Deep Eutectic Electrolyte Induces S 3 − Radicals to Enhance Reaction Kinetics for Solid‐State Lithium‐Sulfur Batteries

Solid-state lithium-sulfur batteries (SSLSBs) hold immense promise for next-generation energy storage due to their high energy density and enhanced safety. However, their practical application is hindered by sluggish reaction kinetics and poor reversibility of the sulfur cathode. This work introduces a multifunctional catholyte interlayer capable of inducing the generation of highly active S₃ ^•- radical: a carbon nanotube (CNTs) coating supporting TiN nanoparticles, infiltrated with a 1,2-dimethylimidazole (DMIm) based deep eutectic electrolyte (DEE). The flexible CNTs matrix ensures tight contact between the sulfur cathode and the solid-state electrolyte (SSE), facilitating efficient charge transport. TiN nanoparticles strongly adsorb lithium polysulfides (LiPSs).

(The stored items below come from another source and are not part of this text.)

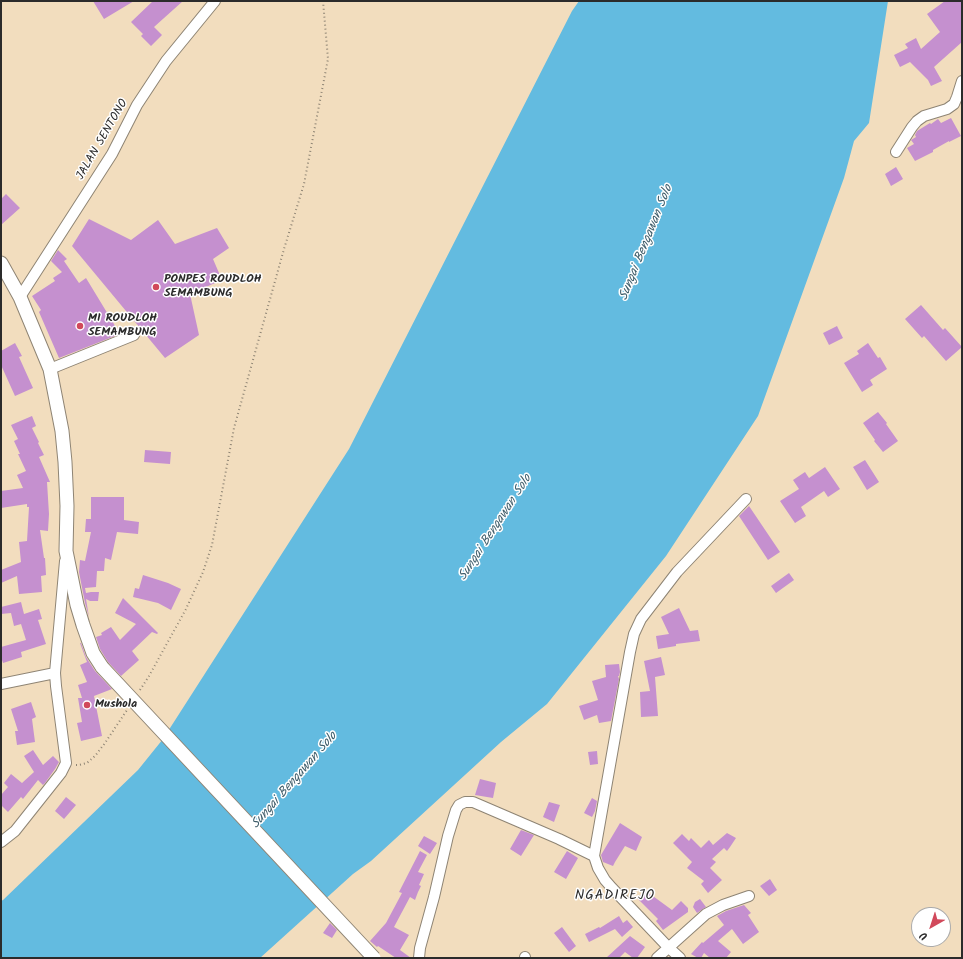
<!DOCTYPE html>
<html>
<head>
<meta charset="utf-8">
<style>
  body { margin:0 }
  #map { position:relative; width:963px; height:959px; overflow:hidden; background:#f2ddbe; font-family:Kalam,sans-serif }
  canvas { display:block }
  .frame { position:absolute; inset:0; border:2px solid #2b2b2b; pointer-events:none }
  .north { position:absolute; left:911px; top:907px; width:40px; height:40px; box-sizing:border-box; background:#fff; border:1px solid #aaa; border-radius:50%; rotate:219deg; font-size:11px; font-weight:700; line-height:16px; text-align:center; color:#2b2b2b }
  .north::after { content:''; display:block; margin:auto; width:14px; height:18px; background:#d1495b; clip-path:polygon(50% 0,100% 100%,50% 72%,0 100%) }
</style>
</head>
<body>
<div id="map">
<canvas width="963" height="959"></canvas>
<div class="frame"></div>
<div class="north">U</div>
</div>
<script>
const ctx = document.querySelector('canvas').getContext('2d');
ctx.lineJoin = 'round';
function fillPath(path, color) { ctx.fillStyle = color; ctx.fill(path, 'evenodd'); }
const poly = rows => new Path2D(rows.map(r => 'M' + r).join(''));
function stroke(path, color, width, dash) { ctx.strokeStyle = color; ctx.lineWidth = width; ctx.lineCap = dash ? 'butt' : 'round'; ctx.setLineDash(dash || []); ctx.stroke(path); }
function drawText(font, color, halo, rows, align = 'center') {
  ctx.font = font + ' Kalam,sans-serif'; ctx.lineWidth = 3; ctx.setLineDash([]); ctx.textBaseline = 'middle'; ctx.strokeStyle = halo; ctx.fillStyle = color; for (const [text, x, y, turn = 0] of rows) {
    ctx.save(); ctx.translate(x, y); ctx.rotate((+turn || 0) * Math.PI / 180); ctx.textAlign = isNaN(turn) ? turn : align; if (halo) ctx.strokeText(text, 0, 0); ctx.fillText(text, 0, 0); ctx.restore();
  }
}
fillPath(poly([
  [579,1,888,1,869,123,854,141,844,178,758,416,666,556,547,704,501,742,371,861,353,874,260,958,1,958,1,901,3,900,138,770,163,739,349,449,572,11]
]), '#63bbe0');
fillPath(poly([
  [93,1,134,1,104,19],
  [153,1,183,1,154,27,162,35,151,46,141,36,143,34,131,22],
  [945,1,962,1,962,42,934,67,942,81,931,86,928,80,910,62,900,67,894,55,908,48,905,44,916,38,921,49,940,32,927,14],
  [951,118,961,136,949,142,949,141,933,150,933,152,915,161,907,148,914,144,911,140,916,137,915,135,917,131,930,123,931,124,938,119,941,123],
  [896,167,903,179,891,186,885,174],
  [6,194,20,208,1,225,1,199],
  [89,219,131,240,158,220,175,244,217,228,229,248,213,259,222,280,190,294,199,335,165,358,72,246],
  [58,250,67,259,64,261,79,283,86,278,120,334,59,358,39,312,41,310,32,296,55,281,53,278,62,272,51,261],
  [921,305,943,330,945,328,962,347,946,361,924,336,922,338,905,319],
  [837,326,843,338,829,345,823,333],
  [15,343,22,356,19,357,33,388,15,396,1,365,1,351],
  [868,343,878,358,880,357,887,369,870,380,873,385,862,392,844,363,859,354,857,351],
  [878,412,887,423,886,424,898,441,883,452,874,441,875,440,863,423],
  [32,416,36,426,32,428,39,442,38,443,44,455,39,457,50,482,47,482,49,514,48,531,40,530,44,558,45,558,46,575,41,576,42,592,19,594,17,576,1,583,1,570,21,562,19,542,27,541,29,507,27,507,27,504,1,508,1,491,23,488,17,475,26,471,18,454,20,454,14,441,18,439,11,425],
  [145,450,171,452,170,464,144,462],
  [865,460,879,482,867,490,853,467],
  [825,467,840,489,828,497,824,491,801,507,806,516,795,523,780,501,799,489,793,480,805,472,809,478],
  [91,497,124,497,124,520,139,522,138,534,117,532,111,560,105,558,104,571,97,571,96,587,85,588,86,593,91,592,99,592,98,601,90,601,86,599,89,617,85,603,79,572,80,560,85,561,91,532,85,532,86,519,91,519],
  [749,506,780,552,768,560,739,516],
  [789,573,794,580,776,593,771,586],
  [143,575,168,583,181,589,171,610,158,603,133,597,135,588,139,589],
  [123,598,158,633,157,634,152,632,132,651,139,660,121,676,108,662,100,649,96,637,102,635,101,633,111,627,120,640,136,624,115,613],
  [21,602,24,614,39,609,42,619,38,620,46,644,21,652,22,657,3,663,1,657,1,647,26,640,21,624,14,626,11,613,1,614,1,607],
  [679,608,690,631,698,630,700,641,676,644,676,646,658,649,656,636,669,634,661,617],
  [80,643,81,643,86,657,95,671,112,689,94,696,102,736,81,741,77,723,82,722,78,698,82,698,78,685,87,682,80,665,87,662],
  [661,657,665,675,655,677,658,716,641,717,640,692,650,691,644,661],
  [619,664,620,672,619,676,618,676,619,679,611,721,599,723,597,715,584,720,579,706,598,700,592,681,606,677,605,665],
  [31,702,36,717,32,719,35,742,17,745,15,731,18,731,11,709],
  [33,750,43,765,53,756,59,762,55,769,45,783,43,785,38,780,23,799,21,797,8,812,1,805,1,795,8,787,4,783,11,774,22,783,34,772,24,756],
  [597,751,598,764,590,765,588,752],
  [480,779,496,783,493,798,475,795],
  [66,797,76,805,64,819,55,811],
  [592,798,597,801,595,811,592,817,584,813],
  [549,802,560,805,554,822,543,817],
  [620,823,642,837,636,851,625,846,615,862,613,866,603,862,601,855],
  [521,830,534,835,521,856,510,849],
  [727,833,736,838,730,847,727,851,724,848,712,859,716,862,710,868,722,880,708,893,701,884,704,881,687,868,692,862,673,843,682,834,689,841,691,838,701,848,709,840,713,845],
  [424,836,437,843,430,854,418,846],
  [420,851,427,855,418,872,424,874,419,885,421,886,418,892,415,900,410,897,394,927,409,935,400,950,411,958,396,958,378,946,377,947,370,941,386,923,402,893,399,892],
  [567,851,578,858,566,879,554,872],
  [770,879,777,890,769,896,760,886],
  [646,891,672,910,681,901,688,908,688,912,663,930,656,921,658,919,637,898],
  [700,899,706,907,697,913,693,907,695,902],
  [744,905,751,913,748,915,759,932,743,944,732,929,718,941,731,952,726,958,710,958,704,953,701,958,698,958,691,954,702,942,703,943,724,925,717,916,726,911],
  [619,916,623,923,627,920,633,927,622,937,615,929,589,942,585,934,599,927,600,928],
  [330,923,337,930,332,938,323,933],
  [562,927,576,946,569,952,554,933],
  [630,936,645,947,637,958,633,958,625,952,619,958,606,958]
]), '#c590cf');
const minor = poly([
  [896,152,912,127,917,121,924,116,947,109,954,104,957,97,962,81],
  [20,297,112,154,137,105,166,61,215,1],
  [50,369,134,335],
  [1,684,55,673],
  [1,842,15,831,61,773,66,763,56,686,55,673,65,561],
  [594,856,630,652,634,634,641,619,677,572,746,499],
  [525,957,525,958],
  [419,958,420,948,434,897,448,836,456,810,459,805,465,802,473,802,559,839,594,856,598,868,605,880,612,888,668,947,680,958],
  [657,958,706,914,723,905,749,896]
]);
const tertiary = poly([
  [1,263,20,297,50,369,62,431,65,462,67,506,66,551,77,605,83,625,93,653,102,667]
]);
stroke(minor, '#8e8474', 12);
stroke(tertiary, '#8e8474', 15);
stroke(poly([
  [140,690,149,676,186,609,203,572,212,545,234,428,284,249,304,184,328,59,323,1],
  [76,765,79,765,87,763,95,756,105,743,127,710]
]), '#8e8474', 2, [1, 3]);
stroke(minor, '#fff', 10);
stroke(tertiary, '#fff', 13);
const tertiaryBridge = poly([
  [102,667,374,958]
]);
stroke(tertiaryBridge, '#8e8474', 15, []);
stroke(tertiaryBridge, '#fff', 13);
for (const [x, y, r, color] of [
  [156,287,4,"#d1495b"],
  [80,326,4,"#d1495b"],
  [87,705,4,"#d1495b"]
]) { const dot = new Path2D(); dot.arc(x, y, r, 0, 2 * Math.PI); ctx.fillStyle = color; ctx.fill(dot); stroke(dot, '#fff', 1.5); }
drawText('12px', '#2b2b2b', '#fff', [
  ["JALAN SENTONO",103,140,-60]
]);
drawText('bold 12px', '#2b2b2b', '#fff', [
  ["PONPES ROUDLOH",164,280],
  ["SEMAMBUNG",164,294],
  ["MI ROUDLOH",88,319],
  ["SEMAMBUNG",88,333],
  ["Mushola",95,705]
], 'left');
drawText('italic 13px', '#3f5d6a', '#fff', [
  ["Sungai Bengawan Solo",647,243,-68],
  ["Sungai Bengawan Solo",496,528,-57],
  ["Sungai Bengawan Solo",295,781,-49]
]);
ctx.letterSpacing = '1px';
drawText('14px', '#2b2b2b', '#fff', [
  ["NGADIREJO",615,897]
]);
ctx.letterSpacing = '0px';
</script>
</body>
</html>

Crucially, the highly polar DEE promotes the generation and stabilization of S₃ ^•- radical intermediates, providing additional reaction pathways, thereby improving sulfur utilization and accelerating kinetics. Consequently, the SSLSBs achieve stable operation for over 1300 cycles at 0.2 C and maintain a high capacity of 929.7 mAh g^-1 at 1.5 C. This work provides an effective strategy for strengthening the SSE/sulfur cathode interface and accelerating reaction kinetics in SSLSBs.